* **Prompt**: Where the word "halo" appears in a line below, copy the whole line.

Records excerpted from a collection
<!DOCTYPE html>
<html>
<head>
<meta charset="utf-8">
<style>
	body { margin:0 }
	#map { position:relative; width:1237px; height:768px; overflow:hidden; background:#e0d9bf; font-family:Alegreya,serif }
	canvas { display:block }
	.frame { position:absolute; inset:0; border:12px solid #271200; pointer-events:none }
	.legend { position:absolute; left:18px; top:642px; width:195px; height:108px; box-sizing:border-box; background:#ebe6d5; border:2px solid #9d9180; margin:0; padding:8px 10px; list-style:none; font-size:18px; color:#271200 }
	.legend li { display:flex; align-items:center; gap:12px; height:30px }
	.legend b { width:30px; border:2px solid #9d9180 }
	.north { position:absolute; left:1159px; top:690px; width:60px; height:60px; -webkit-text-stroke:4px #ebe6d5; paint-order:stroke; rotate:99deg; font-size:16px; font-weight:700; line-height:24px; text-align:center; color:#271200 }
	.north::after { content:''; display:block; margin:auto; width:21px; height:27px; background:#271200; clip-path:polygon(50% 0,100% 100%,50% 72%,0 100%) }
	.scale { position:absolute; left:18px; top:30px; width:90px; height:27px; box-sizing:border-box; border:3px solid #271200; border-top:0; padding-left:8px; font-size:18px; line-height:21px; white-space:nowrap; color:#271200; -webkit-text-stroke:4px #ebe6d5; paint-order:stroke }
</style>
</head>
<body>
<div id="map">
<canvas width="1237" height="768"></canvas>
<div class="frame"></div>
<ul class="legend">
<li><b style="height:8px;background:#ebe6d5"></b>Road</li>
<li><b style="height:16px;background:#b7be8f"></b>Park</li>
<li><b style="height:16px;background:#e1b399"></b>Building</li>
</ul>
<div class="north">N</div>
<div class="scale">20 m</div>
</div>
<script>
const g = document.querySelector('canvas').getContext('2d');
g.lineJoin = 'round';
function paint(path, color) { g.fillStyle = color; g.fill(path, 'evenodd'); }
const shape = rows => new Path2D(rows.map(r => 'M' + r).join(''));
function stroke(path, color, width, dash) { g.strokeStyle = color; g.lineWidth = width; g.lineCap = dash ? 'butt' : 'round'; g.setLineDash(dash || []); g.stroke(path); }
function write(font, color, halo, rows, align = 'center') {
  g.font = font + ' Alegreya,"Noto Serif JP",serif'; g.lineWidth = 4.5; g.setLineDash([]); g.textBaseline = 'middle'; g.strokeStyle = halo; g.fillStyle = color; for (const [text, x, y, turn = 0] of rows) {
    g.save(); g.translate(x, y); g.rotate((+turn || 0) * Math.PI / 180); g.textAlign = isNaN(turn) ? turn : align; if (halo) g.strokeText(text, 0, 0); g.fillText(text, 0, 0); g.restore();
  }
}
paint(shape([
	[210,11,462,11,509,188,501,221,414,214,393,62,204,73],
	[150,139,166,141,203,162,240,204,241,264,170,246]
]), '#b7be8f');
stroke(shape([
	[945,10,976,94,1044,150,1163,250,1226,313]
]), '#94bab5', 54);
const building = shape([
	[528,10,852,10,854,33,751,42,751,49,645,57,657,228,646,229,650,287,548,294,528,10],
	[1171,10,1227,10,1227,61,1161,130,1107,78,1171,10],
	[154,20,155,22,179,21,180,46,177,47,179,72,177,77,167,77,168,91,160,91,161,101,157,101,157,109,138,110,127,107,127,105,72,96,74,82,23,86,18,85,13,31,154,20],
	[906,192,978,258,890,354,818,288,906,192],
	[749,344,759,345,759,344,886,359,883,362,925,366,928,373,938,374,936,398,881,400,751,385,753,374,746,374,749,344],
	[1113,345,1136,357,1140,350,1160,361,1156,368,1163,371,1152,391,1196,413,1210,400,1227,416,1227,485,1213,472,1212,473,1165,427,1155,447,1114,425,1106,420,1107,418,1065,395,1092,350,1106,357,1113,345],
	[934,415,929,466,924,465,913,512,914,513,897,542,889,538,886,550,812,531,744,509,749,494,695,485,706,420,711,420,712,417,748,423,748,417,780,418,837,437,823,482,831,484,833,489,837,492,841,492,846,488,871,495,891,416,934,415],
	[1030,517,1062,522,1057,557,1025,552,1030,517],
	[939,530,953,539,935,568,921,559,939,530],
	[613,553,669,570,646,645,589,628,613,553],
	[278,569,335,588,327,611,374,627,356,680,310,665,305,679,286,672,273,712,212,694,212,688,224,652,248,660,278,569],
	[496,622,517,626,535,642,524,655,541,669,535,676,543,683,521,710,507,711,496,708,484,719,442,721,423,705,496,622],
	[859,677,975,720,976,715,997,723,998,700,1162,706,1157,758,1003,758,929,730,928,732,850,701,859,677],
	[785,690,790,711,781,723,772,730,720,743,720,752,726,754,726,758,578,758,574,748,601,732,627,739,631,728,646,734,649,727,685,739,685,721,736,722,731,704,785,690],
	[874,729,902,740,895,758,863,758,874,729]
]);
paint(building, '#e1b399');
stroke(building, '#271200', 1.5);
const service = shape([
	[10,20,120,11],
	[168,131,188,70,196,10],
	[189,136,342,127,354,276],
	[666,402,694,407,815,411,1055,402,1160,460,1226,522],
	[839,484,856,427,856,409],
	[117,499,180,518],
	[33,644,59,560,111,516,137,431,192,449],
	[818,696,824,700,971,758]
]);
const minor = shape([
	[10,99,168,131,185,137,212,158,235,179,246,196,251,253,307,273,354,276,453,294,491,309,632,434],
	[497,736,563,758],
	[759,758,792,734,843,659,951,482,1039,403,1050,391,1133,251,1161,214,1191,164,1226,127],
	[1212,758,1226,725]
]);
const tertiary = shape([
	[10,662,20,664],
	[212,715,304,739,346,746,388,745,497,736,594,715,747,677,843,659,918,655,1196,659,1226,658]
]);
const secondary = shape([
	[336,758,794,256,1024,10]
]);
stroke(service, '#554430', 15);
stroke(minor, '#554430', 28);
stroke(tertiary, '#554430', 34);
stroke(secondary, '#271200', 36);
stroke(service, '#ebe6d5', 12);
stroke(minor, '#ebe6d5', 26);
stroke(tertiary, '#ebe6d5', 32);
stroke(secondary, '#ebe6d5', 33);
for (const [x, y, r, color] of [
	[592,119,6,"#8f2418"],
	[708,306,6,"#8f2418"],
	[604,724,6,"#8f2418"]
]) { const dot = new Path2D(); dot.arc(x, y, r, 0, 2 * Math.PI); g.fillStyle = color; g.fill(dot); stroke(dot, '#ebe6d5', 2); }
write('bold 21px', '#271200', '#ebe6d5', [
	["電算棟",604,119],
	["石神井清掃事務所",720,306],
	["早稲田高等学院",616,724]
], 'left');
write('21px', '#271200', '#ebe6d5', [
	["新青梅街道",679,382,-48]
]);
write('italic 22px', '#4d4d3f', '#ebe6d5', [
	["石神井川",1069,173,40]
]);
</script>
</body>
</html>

* **Response to the exercise**:
function write(font, color, halo, rows, align = 'center') {
  g.font = font + ' Alegreya,"Noto Serif JP",serif'; g.lineWidth = 4.5; g.setLineDash([]); g.textBaseline = 'middle'; g.strokeStyle = halo; g.fillStyle = color; for (const [text, x, y, turn = 0] of rows) {
    g.save(); g.translate(x, y); g.rotate((+turn || 0) * Math.PI / 180); g.textAlign = isNaN(turn) ? turn : align; if (halo) g.strokeText(text, 0, 0); g.fillText(text, 0, 0); g.restore();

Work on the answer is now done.